With the improvement of computer processing capabilities and the increasing complexity of software, performance is often not the most important criterion for measuring software. But sometimes we do need to squeeze the performance of the computer. Especially when doing research, in order to make the performance indicators surpass the opponent, not only the algorithm (asymptotic complexity) needs to be optimized, but also the implementation (the constant in the complexity) needs to be optimized. This article tries to summarize some rules and hopes to discuss with everyone:

Do not use open source software

Open source software often considers a general problem, so there are many configuration parameters and conditional judgments that are almost never used; open source software often requires code readability and maintainability higher than performance, so it generally does not use so-called “tricks”.
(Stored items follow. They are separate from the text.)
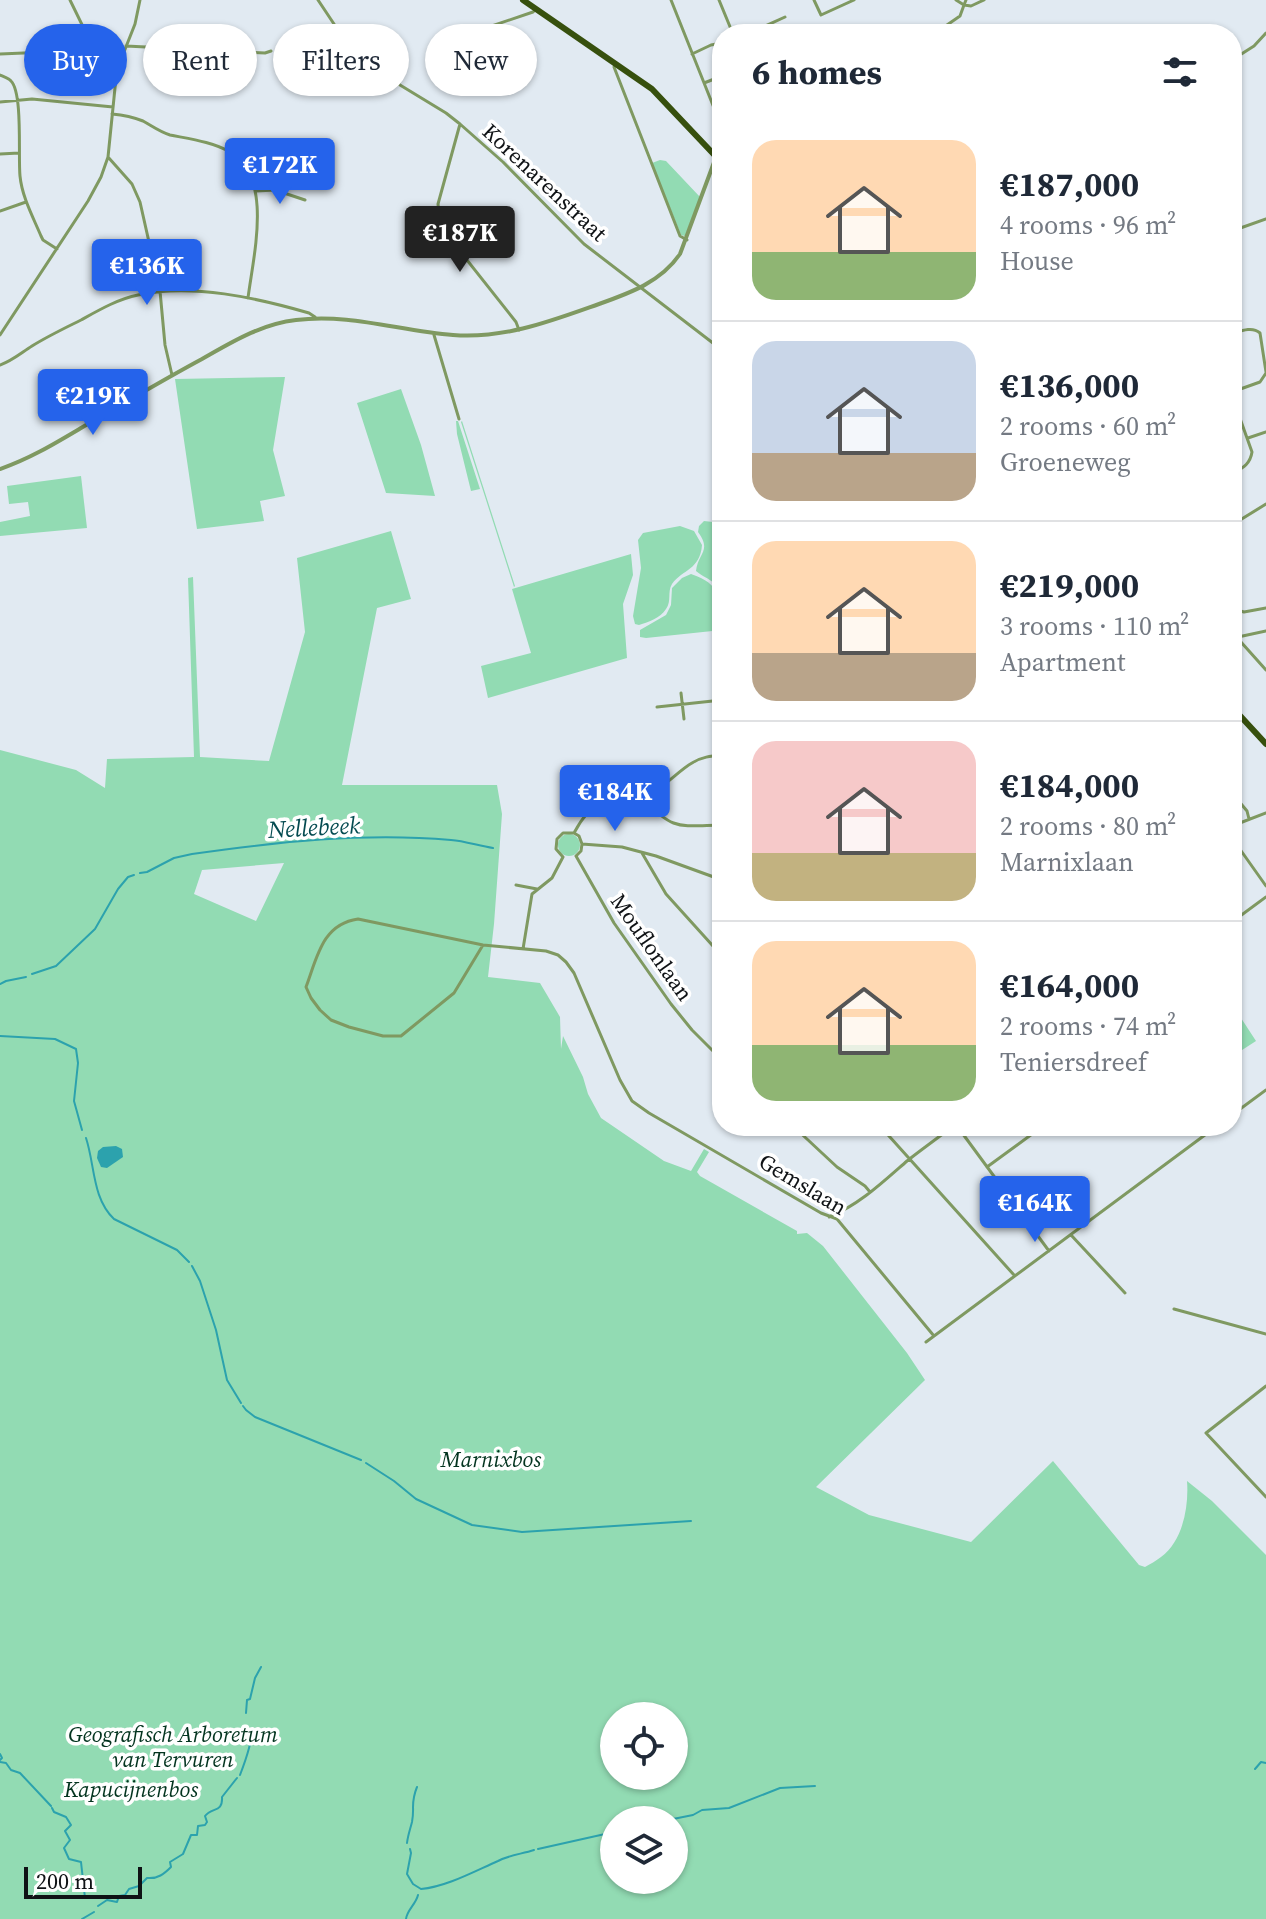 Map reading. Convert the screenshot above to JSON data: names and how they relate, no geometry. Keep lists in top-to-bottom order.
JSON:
{
  "streets": {
    "street": ["Korenarenstraat", "Mouflonlaan", "Gemslaan"]
  },
  "water": ["Nellebeek"],
  "parks": ["Marnixbos", "Geografisch Arboretum van Tervuren", "Kapucijnenbos"],
  "scale_bar": "200 m",
  "page": {
    "chip": [
      "Buy",
      "Rent",
      "Filters",
      "New"
    ],
    "heading": "6 homes",
    "list": [
      {
        "name": "€187,000",
        "note": "4 rooms · 96 m² · House"
      },
      {
        "name": "€136,000",
        "note": "2 rooms · 60 m² · Groeneweg"
      },
      {
        "name": "€219,000",
        "note": "3 rooms · 110 m² · Apartment"
      },
      {
        "name": "€184,000",
        "note": "2 rooms · 80 m² · Marnixlaan"
      },
      {
        "name": "€164,000",
        "note": "2 rooms · 74 m² · Teniersdreef"
      }
    ],
    "price": [
      "€172K",
      "€187K",
      "€136K",
      "€219K",
      "€184K",
      "€164K"
    ],
    "scale": "200 m"
  }
}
For example, the de facto standard DNS server bind9 of Linux can only reach about 50k queries per second per core. I haven’t seen the source code of bind9, so I don’t know where the bottleneck is. But the authoritative DNS server I wrote casually in the NDIS filter driver (network filter driver), which does not support wildcard domains and only supports A records, can support 500k queries per second per core.
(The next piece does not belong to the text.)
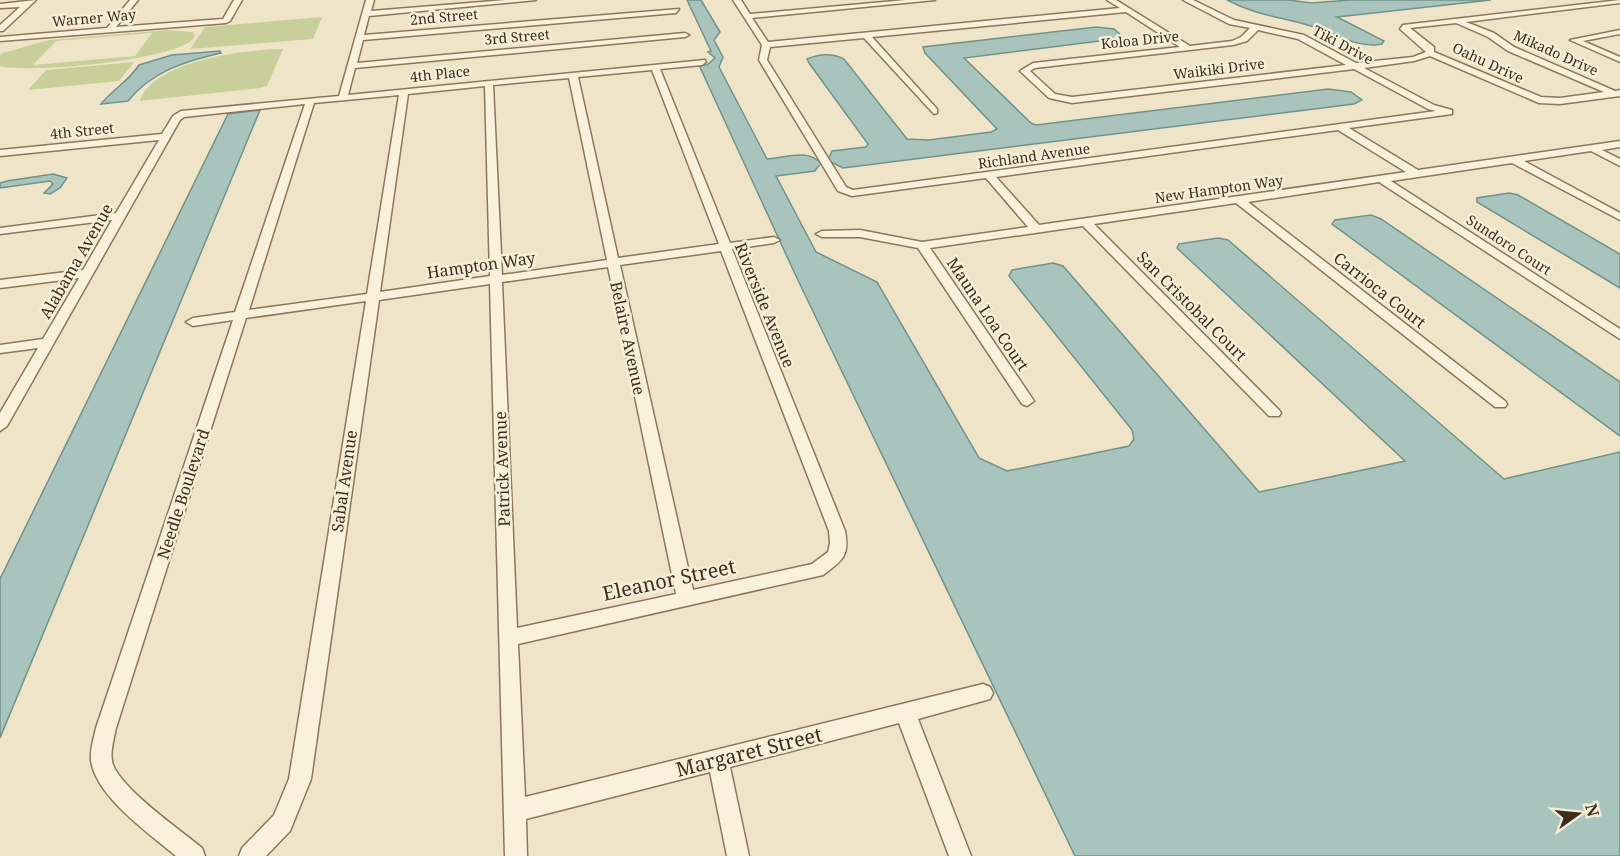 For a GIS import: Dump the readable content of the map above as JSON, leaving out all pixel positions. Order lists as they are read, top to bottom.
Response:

The algorithm is very simple, put the DNS records into a hash table pre-allocated in the non-paged memory area according to the hash value of the domain name, use linear probing to solve conflicts, and the occupancy rate of the hash table is 1/2; extract the domain name part from each DNS query, query the hash table, and directly return the corresponding record.
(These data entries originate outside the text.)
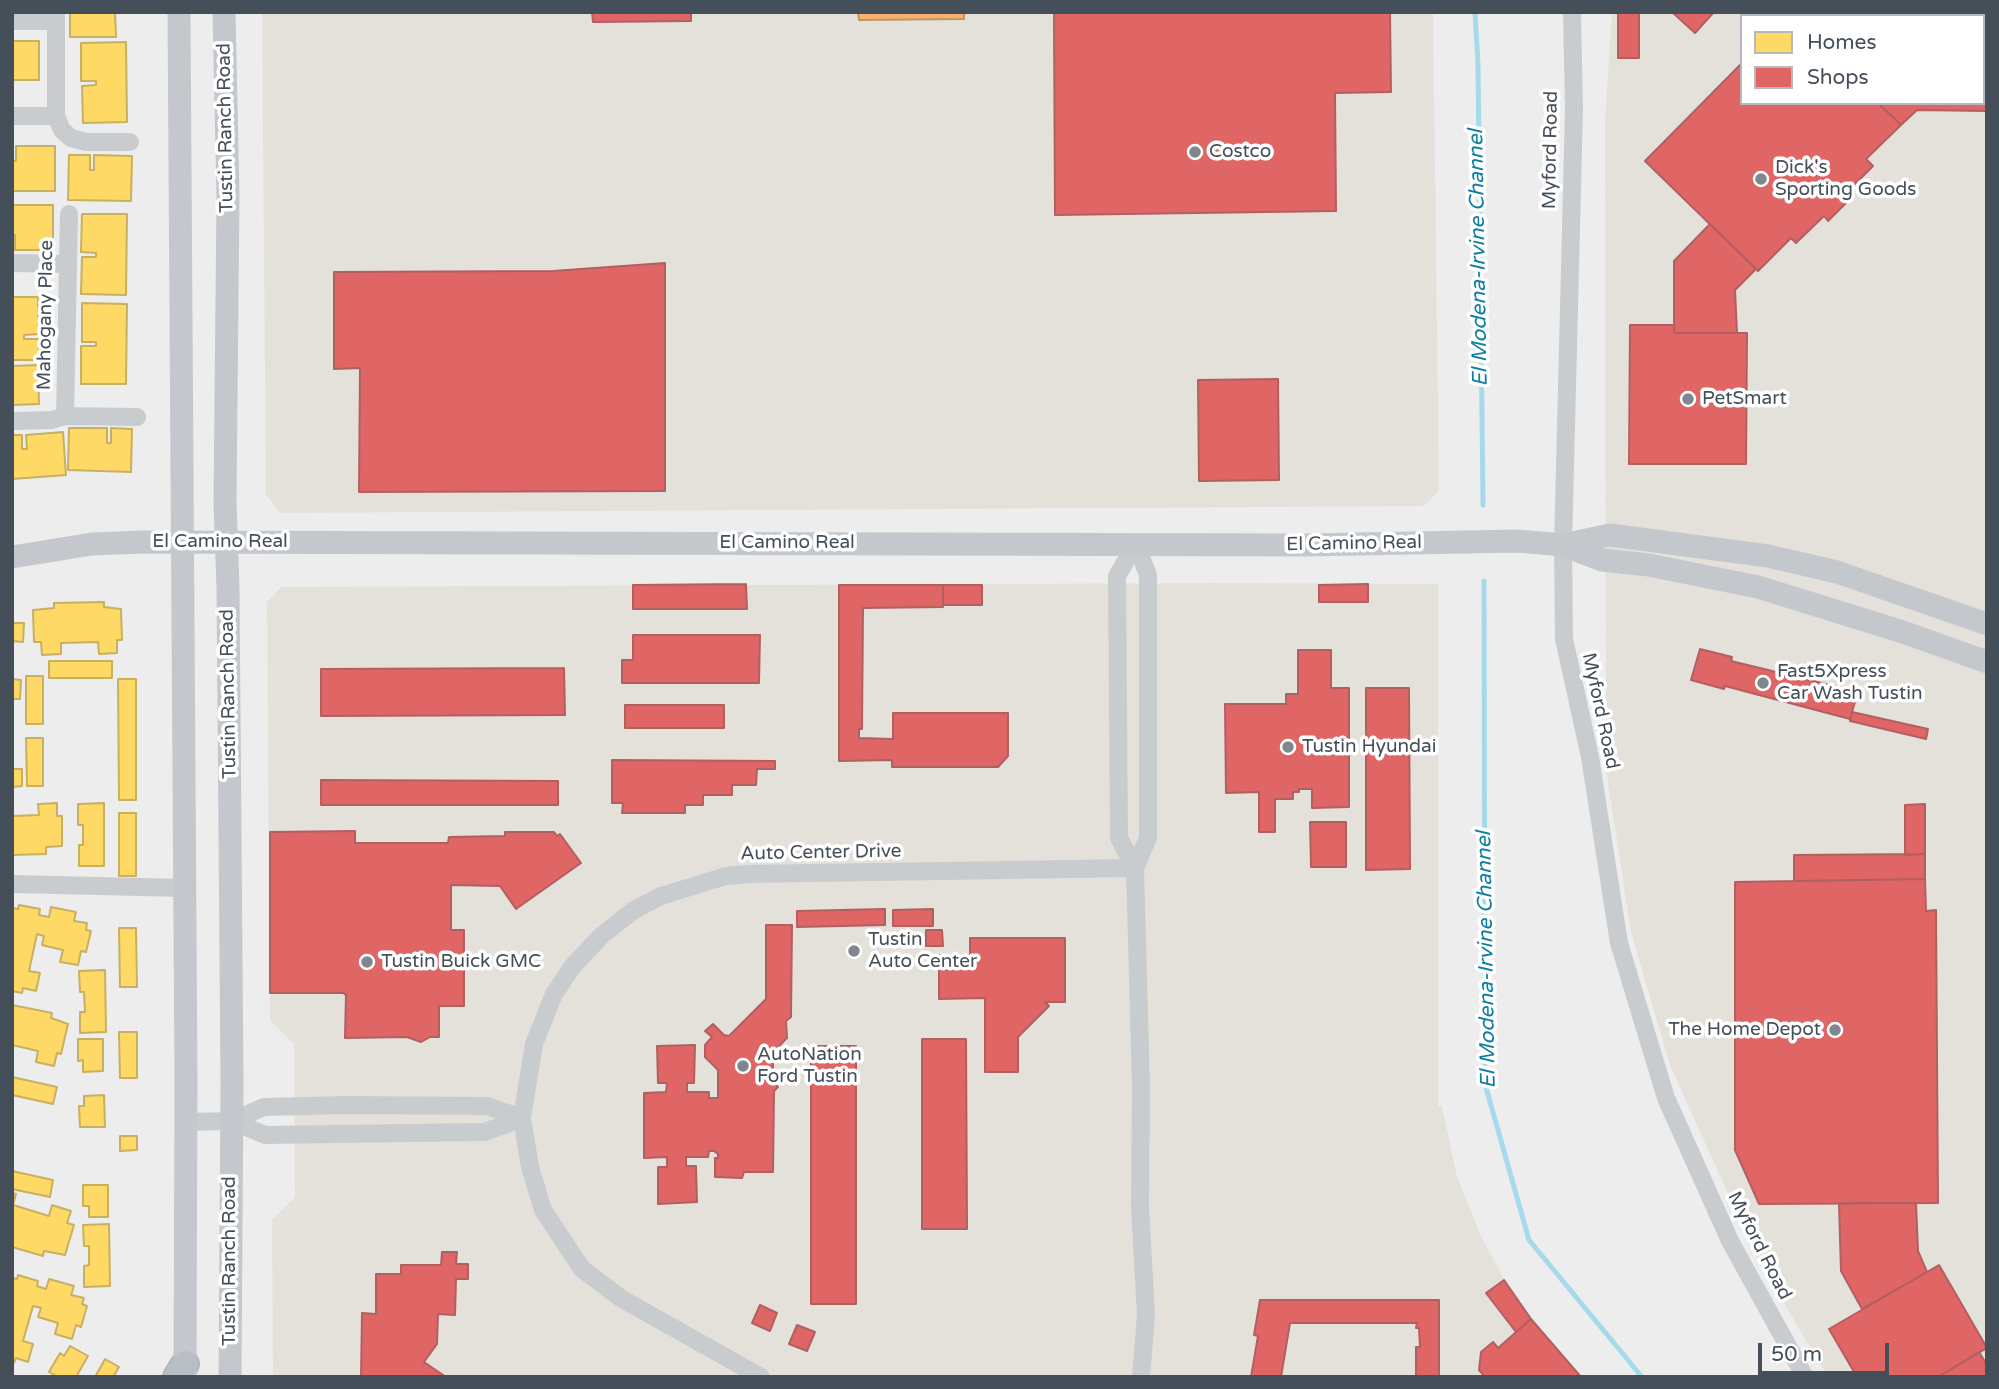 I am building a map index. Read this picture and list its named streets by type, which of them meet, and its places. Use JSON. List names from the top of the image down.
{
  "streets": {
    "main road": ["Tustin Ranch Road", "El Camino Real"],
    "street": ["Myford Road", "Mahogany Place", "Auto Center Drive"]
  },
  "crossings": [
    ["Tustin Ranch Road", "El Camino Real"],
    ["Myford Road", "El Camino Real"]
  ],
  "water": ["El Modena-Irvine Channel"],
  "places": [
    "Costco",
    "Dick's Sporting Goods",
    "PetSmart",
    "Fast5Xpress Car Wash Tustin",
    "Tustin Hyundai",
    "Tustin Auto Center",
    "Tustin Buick GMC",
    "The Home Depot",
    "AutoNation Ford Tustin"
  ],
  "legend": ["Homes", "Shops"],
  "scale_bar": "50 m"
}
When the hash does not conflict, each DNS query actually only needs to access the memory twice, once to find the index of the domain name in the hash table, and once to take out the actual content of the record. The rest are some overheads for string processing and memory copying in the CPU cache. Even with the support of other types of records, the performance should not drop significantly.

Believe me, most requirements are not that complicated, especially demos. The time spent implementing a minimum system that just meets the requirements is far less than the time spent optimizing the vast open source software code.

Use C/C++

Use C/C++, do not use interpreted languages, do not use languages with garbage collection, and JIT (translating intermediate code into machine code) is not good either. No one wants their hard-designed algorithm to be beaten by a bad algorithm written in C++ just because Java was used.

Node.js, which uses the Google V8 engine, claims to be the fastest scripting language in the world. I once wrote a program in Node.js to parse Whois data and store the parsed data in mongodb. As a result, this whois parsing program became the bottleneck, and the CPU usage of mongodb was only 20%~30%. Later, I switched to C language and the most traditional string processing (somewhat like the parser of programming language), and mongodb successfully became the bottleneck. Of course, maybe my Node.js skills are not enough, and the efficiency of the regular expressions I wrote is too low, but at least this time C language solved the performance problem.

Use arrays, do not frequently dynamically allocate memory

When studying OI, in order to program quickly and reduce errors, the teacher asked us to use static arrays, and “pointers” are array indexes. After going to university and seeing professional programs all dynamically allocating memory, I began to laugh at my “stupidity” of using static arrays. Now I find that static arrays are really the key to high performance. It has at least two advantages:

  1. No need to frequently dynamically allocate memory. Because the memory allocation algorithm in the standard library is relatively complex and the overhead is relatively large. If you are not careful, the CPU time used to allocate memory may be more than all other business logic combined.
  2. “Pointer” is an array index, only needs 4 bytes (the array generally does not exceed 4G), and the real pointer needs 8 bytes on a 64-bit system.
    In actual programs, the input range is not as upper-bounded as OI, so static memory allocation is impossible. But we can allocate a large chunk of memory at once based on the scale of the input data during program initialization or data preprocessing, and use it as an array. The so-called “memory pool” is essentially a large array, which can compactly store a large number of identical data structures.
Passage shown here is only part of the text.